Langmuir, Vol.27, No.8, 4412-4429, 2011
Spontaneous Imbibition of Surfactant Solution into an Oil-Wet Capillary: Wettability Restoration by Surfactant-Contaminant Complexation
For a given type of rock, the effectiveness of oil recovery through wettability alteration is highly dependent upon the nature of the water-soluble surfactant used. Different mechanisms have been proposed by others to explain wettability alteration by surfactants, and understanding the process is crucial to improve recovery performance. Known mechanisms include (1) surfactant adsorption onto the oil-wet solid surface (coating mechanism) and (2) surfactant molecules complexing with contaminant molecules from the crude oil which are adsorbed on the rock surface so as to strip them off (cleaning mechanism). With the second mechanism, the wettability is reatored by lifting the contaminant layer away, exposing the rock surface which was originally water-wet We previously focused on the numerical modeling of the surfactant coating mechanism (Hammond and Unsal Langmuir 2009, 25, 12591; 2010, 26, 6206.), and we now present a numerical study for the cleaning process. Our new model shows that when a wettability altering surfactant solution is allowed to imbibe spontaneously and acts by the cleaning process, the meniscus advances more rapidly than when there was wettability alteration by coating alone. In our previous model there was a concentration threshold below which imbibition was not possible.

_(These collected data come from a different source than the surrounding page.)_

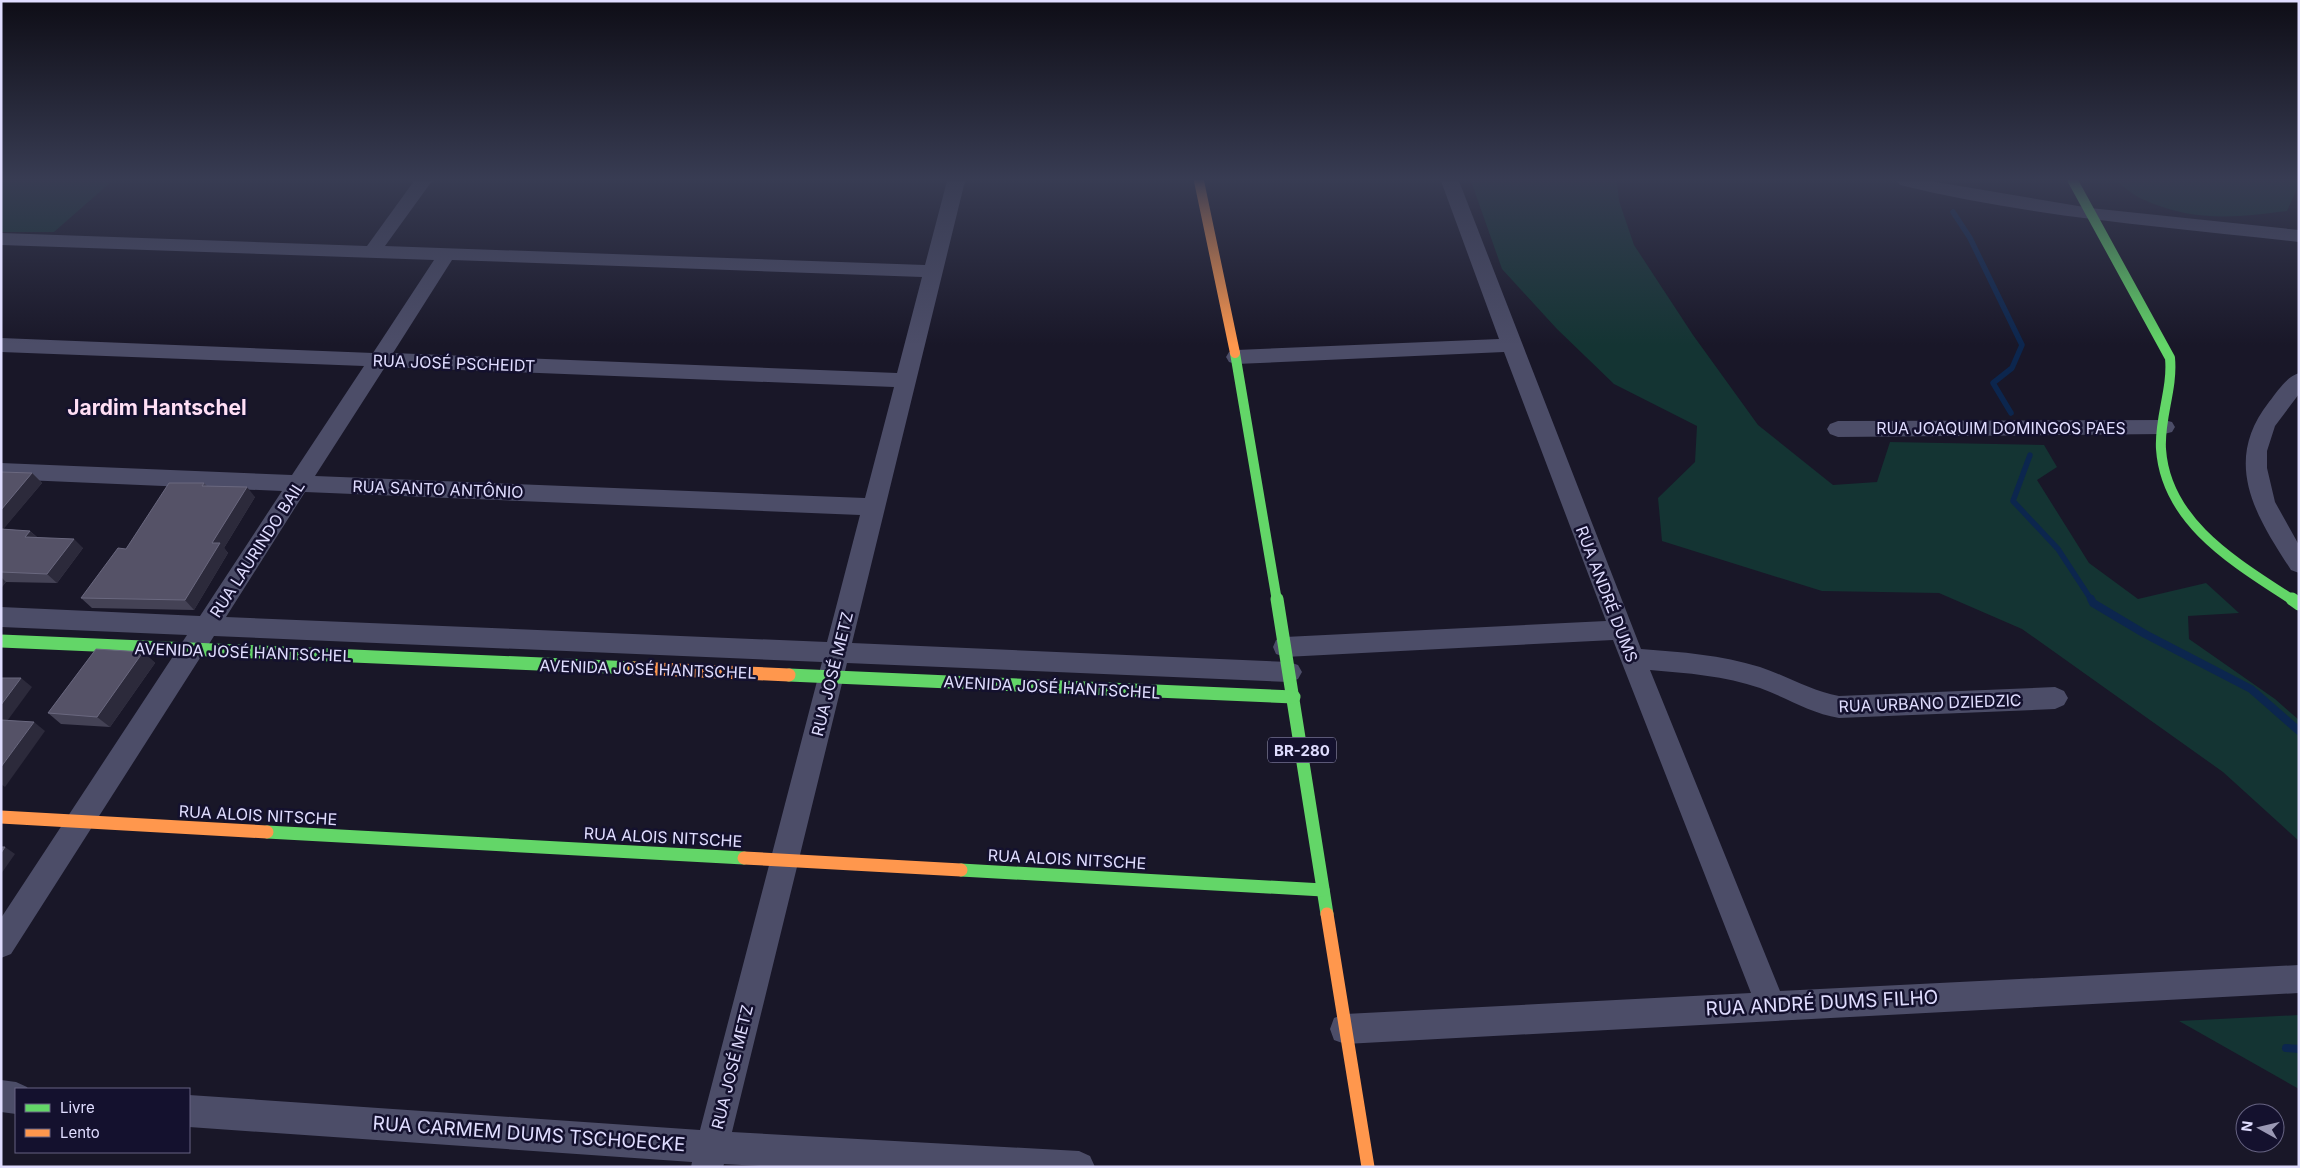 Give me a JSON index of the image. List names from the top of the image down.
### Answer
{
  "streets": {
    "main road": ["AVENIDA JOSÉ HANTSCHEL", "BR-280", "RUA ALOIS NITSCHE"],
    "street": [
      "RUA JOSÉ PSCHEIDT",
      "RUA JOAQUIM DOMINGOS PAES",
      "RUA SANTO ANTÔNIO",
      "RUA LAURINDO BAIL",
      "RUA ANDRÉ DUMS",
      "RUA JOSÉ METZ",
      "RUA URBANO DZIEDZIC",
      "RUA ANDRÉ DUMS FILHO",
      "RUA CARMEM DUMS TSCHOECKE"
    ]
  },
  "crossings": [
    ["RUA JOSÉ PSCHEIDT", "RUA LAURINDO BAIL"],
    ["RUA JOSÉ PSCHEIDT", "RUA JOSÉ METZ"],
    ["RUA SANTO ANTÔNIO", "RUA LAURINDO BAIL"],
    ["RUA SANTO ANTÔNIO", "RUA JOSÉ METZ"],
    ["RUA LAURINDO BAIL", "AVENIDA JOSÉ HANTSCHEL"],
    ["RUA LAURINDO BAIL", "RUA ALOIS NITSCHE"],
    ["RUA ANDRÉ DUMS", "RUA URBANO DZIEDZIC"],
    ["RUA ANDRÉ DUMS", "RUA ANDRÉ DUMS FILHO"],
    ["AVENIDA JOSÉ HANTSCHEL", "RUA JOSÉ METZ"],
    ["AVENIDA JOSÉ HANTSCHEL", "BR-280"],
    ["RUA JOSÉ METZ", "RUA ALOIS NITSCHE"],
    ["RUA JOSÉ METZ", "RUA CARMEM DUMS TSCHOECKE"],
    ["BR-280", "RUA ALOIS NITSCHE"],
    ["BR-280", "RUA ANDRÉ DUMS FILHO"]
  ],
  "districts": ["Jardim Hantschel"],
  "legend": ["Livre", "Lento"],
  "north": "left"
}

That threshold arose because a finite amount of surfactant needs to be adsorbed onto the oil-wet surface to change the contact angle to a water-wet value, but the maximum amount that can be absorbed is limited by the requirement that it be in equilibrium with the surfactant concentration near the meniscus. In the new model, with the cleaning mechanism there is no such threshold, since the cleaning process is driven by the surfactant flux into the vicinity of the advancing meniscus rather than the surfactant concentration there. As long as there are surfactant molecules present in the aqueous solution, the flux is nonzero and molecule pairs can form and alter the wettability by removing the contaminant from the oil-wet surface. However, under very low surfactant concentrations, the process is extremely slow compared to at higher concentrations.